[Saved entries]

^^^^^^^^^^^^^^^^

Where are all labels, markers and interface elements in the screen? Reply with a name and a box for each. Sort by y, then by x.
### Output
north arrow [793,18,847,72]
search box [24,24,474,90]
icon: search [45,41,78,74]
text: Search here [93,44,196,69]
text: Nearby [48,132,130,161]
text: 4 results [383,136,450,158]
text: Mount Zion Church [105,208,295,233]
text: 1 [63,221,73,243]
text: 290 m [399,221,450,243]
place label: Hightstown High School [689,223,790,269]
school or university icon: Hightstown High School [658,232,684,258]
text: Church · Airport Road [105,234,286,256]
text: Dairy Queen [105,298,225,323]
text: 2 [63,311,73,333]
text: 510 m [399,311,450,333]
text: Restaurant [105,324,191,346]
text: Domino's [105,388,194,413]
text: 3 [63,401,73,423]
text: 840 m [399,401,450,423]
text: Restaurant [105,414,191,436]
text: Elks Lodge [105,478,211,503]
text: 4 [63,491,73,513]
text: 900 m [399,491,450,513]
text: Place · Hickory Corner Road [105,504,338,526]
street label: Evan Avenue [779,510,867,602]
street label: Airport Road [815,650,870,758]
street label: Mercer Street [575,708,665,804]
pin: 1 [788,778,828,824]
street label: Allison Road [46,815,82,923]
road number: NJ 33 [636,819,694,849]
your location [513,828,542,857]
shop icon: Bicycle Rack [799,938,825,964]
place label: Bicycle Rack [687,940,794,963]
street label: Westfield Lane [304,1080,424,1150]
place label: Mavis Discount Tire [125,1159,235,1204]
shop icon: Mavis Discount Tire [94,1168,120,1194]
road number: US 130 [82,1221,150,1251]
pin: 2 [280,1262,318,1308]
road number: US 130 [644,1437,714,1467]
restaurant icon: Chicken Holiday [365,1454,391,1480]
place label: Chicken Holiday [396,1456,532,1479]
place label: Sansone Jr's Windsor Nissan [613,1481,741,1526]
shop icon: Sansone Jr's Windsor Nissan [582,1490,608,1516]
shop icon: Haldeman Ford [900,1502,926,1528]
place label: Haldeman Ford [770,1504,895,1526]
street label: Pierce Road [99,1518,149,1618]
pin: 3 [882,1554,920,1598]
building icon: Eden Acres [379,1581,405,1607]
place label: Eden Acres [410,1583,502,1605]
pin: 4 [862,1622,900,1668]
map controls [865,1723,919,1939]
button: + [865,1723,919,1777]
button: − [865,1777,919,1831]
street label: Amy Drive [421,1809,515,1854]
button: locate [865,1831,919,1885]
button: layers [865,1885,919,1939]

^^^^^^^^^^^^^^^^

Aim of the task → Reading the records above, count the lines that include "number" and say only how many.

Response to this task → 3